Die dreidimensionale Hämoglobinstruktur

Mithilfe des Chime-Molekülbetrachters werden am Hämoglobin Strukturhierarchien, intra- und intermolekulare Wechselwirkungen sowie die pathologischen Folgen genetisch bedingter Änderungen der Proteinstruktur untersucht.

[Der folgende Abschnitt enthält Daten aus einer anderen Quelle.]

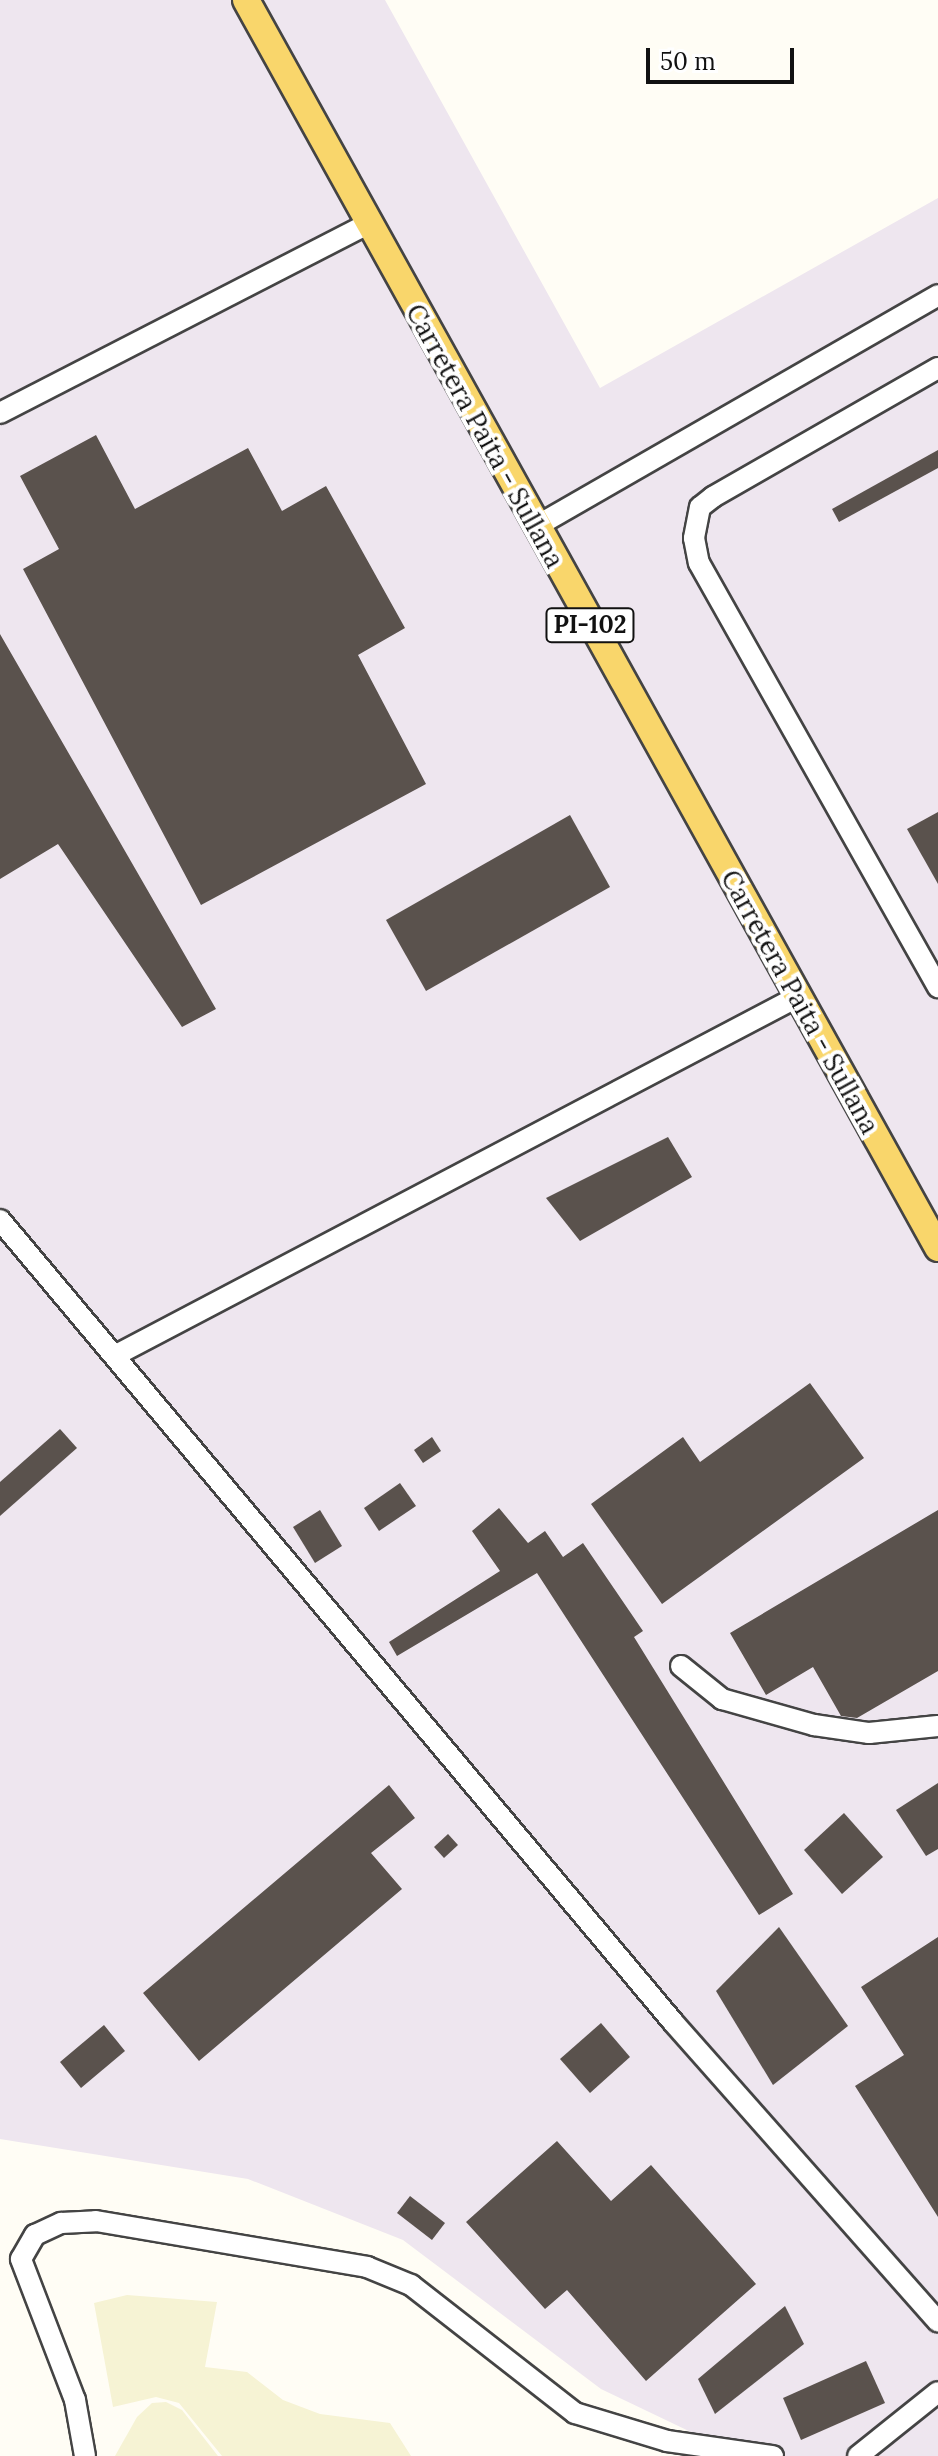 <!DOCTYPE html>
<style>
body{margin:0}
#map{position:relative;width:938px;height:2456px;overflow:hidden;background:#fffdf5;font-family:Lora,serif}
div>[style]{position:absolute}
[style*='--x']{left:calc(var(--x)*1px);top:calc(var(--y)*1px);width:calc(var(--w)*1px);rotate:calc(var(--a)*1deg)}
.industrial>*{inset:0;background:#eee6ef}
.farmland>*{inset:0;background:#f6f3d4}
.building>*{inset:0;background:#5a524d}
.roads{filter:drop-shadow(2px 0 #444) drop-shadow(-2px 0 #444) drop-shadow(0 2px #444) drop-shadow(0 -2px #444)}
.minor>*{height:20px;margin:-10px;padding:0 10px;transform-origin:10px;border-radius:10px;background:#fff}
.major>*{height:26px;margin:-13px;padding:0 13px;transform-origin:13px;border-radius:13px;background:#f9d66b}
span{translate:-50% -50%;white-space:nowrap;text-align:center;line-height:1.15;-webkit-text-stroke:8px #fff;paint-order:stroke}
.shield-label span{padding:2px 6px;background:#fff;border:2px solid;border-radius:6px;-webkit-text-stroke-width:0}
.shield-label{font-size:24px;color:#111;font-weight:700}
.street-label{font-size:26px;color:#111}
.scale{position:absolute;left:646px;top:48px;width:148px;height:36px;box-sizing:border-box;border:4px solid #111;border-top:0;padding-left:10px;font-size:24px;line-height:28px;white-space:nowrap;color:#111;-webkit-text-stroke:6px #fff;paint-order:stroke}
</style>
<div id="map">
<div class="industrial">
<div style="clip-path:polygon(0 0,385px 0,600px 388px,938px 198px,938px 2456px,741px 2456px,601px 2389px,403px 2240px,248px 2179px,0 2139px)"></div>
</div>
<div class="farmland">
<div style="clip-path:polygon(127px 2295px,217px 2302px,205px 2367px,247px 2372px,283px 2400px,320px 2414px,390px 2423px,411px 2456px,222px 2456px,179px 2403px,156px 2397px,113px 2407px,94px 2303px)"></div>
<div style="clip-path:polygon(166px 2402px,182px 2410px,218px 2456px,115px 2456px,137px 2417px,152px 2403px)"></div>
</div>
<div class="building">
<div style="clip-path:polygon(96px 435px,135px 509px,248px 448px,282px 511px,326px 486px,405px 628px,358px 655px,426px 784px,201px 905px,23px 569px,59px 549px,20px 476px)"></div>
<div style="clip-path:polygon(938px 450px,938px 468px,839px 522px,832px 509px)"></div>
<div style="clip-path:polygon(0 634px,216px 1009px,182px 1027px,58px 844px,0 879px)"></div>
<div style="clip-path:polygon(938px 812px,938px 884px,907px 829px)"></div>
<div style="clip-path:polygon(570px 815px,610px 887px,426px 991px,386px 920px)"></div>
<div style="clip-path:polygon(668px 1137px,692px 1177px,580px 1241px,546px 1198px)"></div>
<div style="clip-path:polygon(810px 1383px,864px 1458px,662px 1604px,591px 1504px,683px 1437px,700px 1462px)"></div>
<div style="clip-path:polygon(60px 1429px,77px 1448px,0 1516px,0 1482px)"></div>
<div style="clip-path:polygon(432px 1437px,441px 1451px,423px 1463px,414px 1450px)"></div>
<div style="clip-path:polygon(400px 1483px,416px 1506px,379px 1531px,364px 1508px)"></div>
<div style="clip-path:polygon(499px 1508px,528px 1543px,545px 1531px,563px 1557px,583px 1543px,643px 1631px,634px 1637px,793px 1894px,759px 1915px,537px 1573px,397px 1656px,389px 1642px,500px 1571px,472px 1531px)"></div>
<div style="clip-path:polygon(320px 1510px,342px 1546px,315px 1563px,293px 1527px)"></div>
<div style="clip-path:polygon(938px 1510px,938px 1671px,857px 1718px,841px 1716px,813px 1667px,766px 1695px,730px 1633px)"></div>
<div style="clip-path:polygon(938px 1783px,938px 1849px,926px 1856px,896px 1810px)"></div>
<div style="clip-path:polygon(389px 1785px,415px 1818px,371px 1853px,402px 1889px,199px 2061px,143px 1993px)"></div>
<div style="clip-path:polygon(844px 1813px,883px 1857px,842px 1894px,804px 1850px)"></div>
<div style="clip-path:polygon(448px 1834px,458px 1845px,444px 1858px,434px 1847px)"></div>
<div style="clip-path:polygon(779px 1927px,848px 2026px,773px 2085px,716px 1991px)"></div>
<div style="clip-path:polygon(938px 1937px,938px 2217px,855px 2086px,904px 2055px,861px 1987px)"></div>
<div style="clip-path:polygon(601px 2023px,630px 2057px,590px 2093px,560px 2059px)"></div>
<div style="clip-path:polygon(104px 2025px,125px 2051px,81px 2088px,60px 2062px)"></div>
<div style="clip-path:polygon(557px 2141px,611px 2201px,651px 2165px,756px 2284px,646px 2381px,567px 2290px,545px 2309px,466px 2222px)"></div>
<div style="clip-path:polygon(410px 2196px,445px 2223px,432px 2240px,397px 2213px)"></div>
<div style="clip-path:polygon(785px 2306px,804px 2344px,715px 2414px,698px 2379px)"></div>
<div style="clip-path:polygon(866px 2361px,885px 2403px,801px 2440px,783px 2398px)"></div>
</div>
<div class="roads">
<div class="minor">
<div style="--x:938;--y:368;--w:259;--a:150.2"></div>
<div style="--x:713;--y:497;--w:16;--a:142"></div>
<div style="--x:700;--y:507;--w:32;--a:101"></div>
<div style="--x:694;--y:538;--w:25;--a:79"></div>
<div style="--x:699;--y:563;--w:487;--a:60.6"></div>
<div style="--x:0;--y:413;--w:414;--a:-27.2"></div>
<div style="--x:535;--y:527;--w:465;--a:-29.9"></div>
<div style="--x:0;--y:1220;--w:1047;--a:50"></div>
<div style="--x:673;--y:2022;--w:400;--a:48.5"></div>
<div style="--x:118;--y:1354;--w:767;--a:-27.73"></div>
<div style="--x:681;--y:1666;--w:53;--a:38.8"></div>
<div style="--x:722;--y:1699;--w:96;--a:15.8"></div>
<div style="--x:814;--y:1725;--w:56;--a:8.3"></div>
<div style="--x:869;--y:1733;--w:69;--a:-5.8"></div>
<div style="--x:85;--y:2456;--w:57;--a:-100.1"></div>
<div style="--x:75;--y:2400;--w:151;--a:-111"></div>
<div style="--x:21;--y:2259;--w:28;--a:-60"></div>
<div style="--x:35;--y:2235;--w:29;--a:-25"></div>
<div style="--x:61;--y:2223;--w:35;--a:-3"></div>
<div style="--x:96;--y:2221;--w:275;--a:9.6"></div>
<div style="--x:367;--y:2267;--w:48;--a:22.2"></div>
<div style="--x:411;--y:2285;--w:208;--a:38"></div>
<div style="--x:575;--y:2413;--w:96;--a:16.9"></div>
<div style="--x:667;--y:2441;--w:107;--a:8.1"></div>
<div style="--x:858;--y:2456;--w:102;--a:-38.7"></div>
</div>
<div class="major">
<div style="--x:246;--y:0;--w:1427;--a:60.99"></div>
</div>
</div>
<div class="shield-label">
<span style="left:590px;top:625px">PI-102</span>
</div>
<div class="street-label">
<span style="left:485px;top:436px;rotate:61deg">Carretera Paita - Sullana</span>
<span style="left:800px;top:1002px;rotate:61deg">Carretera Paita - Sullana</span>
</div>
<div class="scale">50 m</div>
</div>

Das schöne in der Biologie ist der strenge Zusammenhang zwischen Struktur und Funktion von der Nano- bis zur Makroebene: Die Analyse dreidimensionaler Strukturen erweist sich stets als aufschlussreich und ist weit mehr als eine bloße "Bildbeschau". Franz Josef Scharfenberg vom Richard-Wagner-Gymnasium in Bayreuth hat die dreidimensionalen Ausarbeitungen von Eric Martz (University of Massachusetts, USA) zu unserem Blutfarbstoff für den Einsatz im deutschsprachigen Unterricht aufbereitet. Die dreidimensionale Darstellung der Proteinstrukturen, die mithilfe des kostenlosen Plugins Chime mit der Maus nach Belieben angefasst, gedreht und herangezoomt werden können, zeigen, was schon Thomas Mann wusste (woher eigentlich? - schließlich gelang das erste Beugungsbild eines Proteins Dorothy Hodgkin erst 1932): Proteine sind "unhaltbar verwickelt und unhaltbar kunstreich aufgebaute Eiweißmolekel" (aus "Der Zauberberg").

Standardbeispiel und "Enzym honoris causa"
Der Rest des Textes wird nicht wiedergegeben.